§ Provided material:
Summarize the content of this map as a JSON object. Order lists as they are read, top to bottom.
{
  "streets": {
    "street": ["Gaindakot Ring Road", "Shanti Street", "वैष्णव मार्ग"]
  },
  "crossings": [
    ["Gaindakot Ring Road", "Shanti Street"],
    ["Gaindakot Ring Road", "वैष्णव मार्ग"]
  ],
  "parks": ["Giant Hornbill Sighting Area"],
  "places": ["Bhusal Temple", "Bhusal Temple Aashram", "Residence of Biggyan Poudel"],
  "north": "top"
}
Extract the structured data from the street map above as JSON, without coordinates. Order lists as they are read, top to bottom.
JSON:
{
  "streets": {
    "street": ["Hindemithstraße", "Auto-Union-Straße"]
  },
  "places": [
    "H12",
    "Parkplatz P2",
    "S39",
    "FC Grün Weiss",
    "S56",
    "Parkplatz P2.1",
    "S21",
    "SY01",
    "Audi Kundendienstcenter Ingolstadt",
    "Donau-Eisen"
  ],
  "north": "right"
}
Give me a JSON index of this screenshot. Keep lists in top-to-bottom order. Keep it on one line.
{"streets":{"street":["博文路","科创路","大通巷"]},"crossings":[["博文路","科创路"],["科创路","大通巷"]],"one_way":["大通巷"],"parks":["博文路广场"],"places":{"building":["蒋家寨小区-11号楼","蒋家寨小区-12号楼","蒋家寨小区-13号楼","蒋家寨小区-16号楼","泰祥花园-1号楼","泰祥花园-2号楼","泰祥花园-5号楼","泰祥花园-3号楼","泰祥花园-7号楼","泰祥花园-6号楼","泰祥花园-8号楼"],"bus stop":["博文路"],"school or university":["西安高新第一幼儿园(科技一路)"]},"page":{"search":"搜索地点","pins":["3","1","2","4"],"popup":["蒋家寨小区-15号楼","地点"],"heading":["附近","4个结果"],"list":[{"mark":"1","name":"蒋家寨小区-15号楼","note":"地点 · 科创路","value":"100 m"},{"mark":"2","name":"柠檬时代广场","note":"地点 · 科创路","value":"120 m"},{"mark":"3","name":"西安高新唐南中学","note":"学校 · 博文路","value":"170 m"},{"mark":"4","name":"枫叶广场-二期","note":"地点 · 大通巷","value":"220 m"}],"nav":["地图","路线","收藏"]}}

§ Work instructions:
Your task is to transcribe the material, which must come out exactly as written.

§ Result:
Summarize the content of this map as a JSON object. Order lists as they are read, top to bottom.
{
  "streets": {
    "street": ["Gaindakot Ring Road", "Shanti Street", "वैष्णव मार्ग"]
  },
  "crossings": [
    ["Gaindakot Ring Road", "Shanti Street"],
    ["Gaindakot Ring Road", "वैष्णव मार्ग"]
  ],
  "parks": ["Giant Hornbill Sighting Area"],
  "places": ["Bhusal Temple", "Bhusal Temple Aashram", "Residence of Biggyan Poudel"],
  "north": "top"
}
Extract the structured data from the street map above as JSON, without coordinates. Order lists as they are read, top to bottom.
JSON:
{
  "streets": {
    "street": ["Hindemithstraße", "Auto-Union-Straße"]
  },
  "places": [
    "H12",
    "Parkplatz P2",
    "S39",
    "FC Grün Weiss",
    "S56",
    "Parkplatz P2.1",
    "S21",
    "SY01",
    "Audi Kundendienstcenter Ingolstadt",
    "Donau-Eisen"
  ],
  "north": "right"
}
Give me a JSON index of this screenshot. Keep lists in top-to-bottom order. Keep it on one line.
{"streets":{"street":["博文路","科创路","大通巷"]},"crossings":[["博文路","科创路"],["科创路","大通巷"]],"one_way":["大通巷"],"parks":["博文路广场"],"places":{"building":["蒋家寨小区-11号楼","蒋家寨小区-12号楼","蒋家寨小区-13号楼","蒋家寨小区-16号楼","泰祥花园-1号楼","泰祥花园-2号楼","泰祥花园-5号楼","泰祥花园-3号楼","泰祥花园-7号楼","泰祥花园-6号楼","泰祥花园-8号楼"],"bus stop":["博文路"],"school or university":["西安高新第一幼儿园(科技一路)"]},"page":{"search":"搜索地点","pins":["3","1","2","4"],"popup":["蒋家寨小区-15号楼","地点"],"heading":["附近","4个结果"],"list":[{"mark":"1","name":"蒋家寨小区-15号楼","note":"地点 · 科创路","value":"100 m"},{"mark":"2","name":"柠檬时代广场","note":"地点 · 科创路","value":"120 m"},{"mark":"3","name":"西安高新唐南中学","note":"学校 · 博文路","value":"170 m"},{"mark":"4","name":"枫叶广场-二期","note":"地点 · 大通巷","value":"220 m"}],"nav":["地图","路线","收藏"]}}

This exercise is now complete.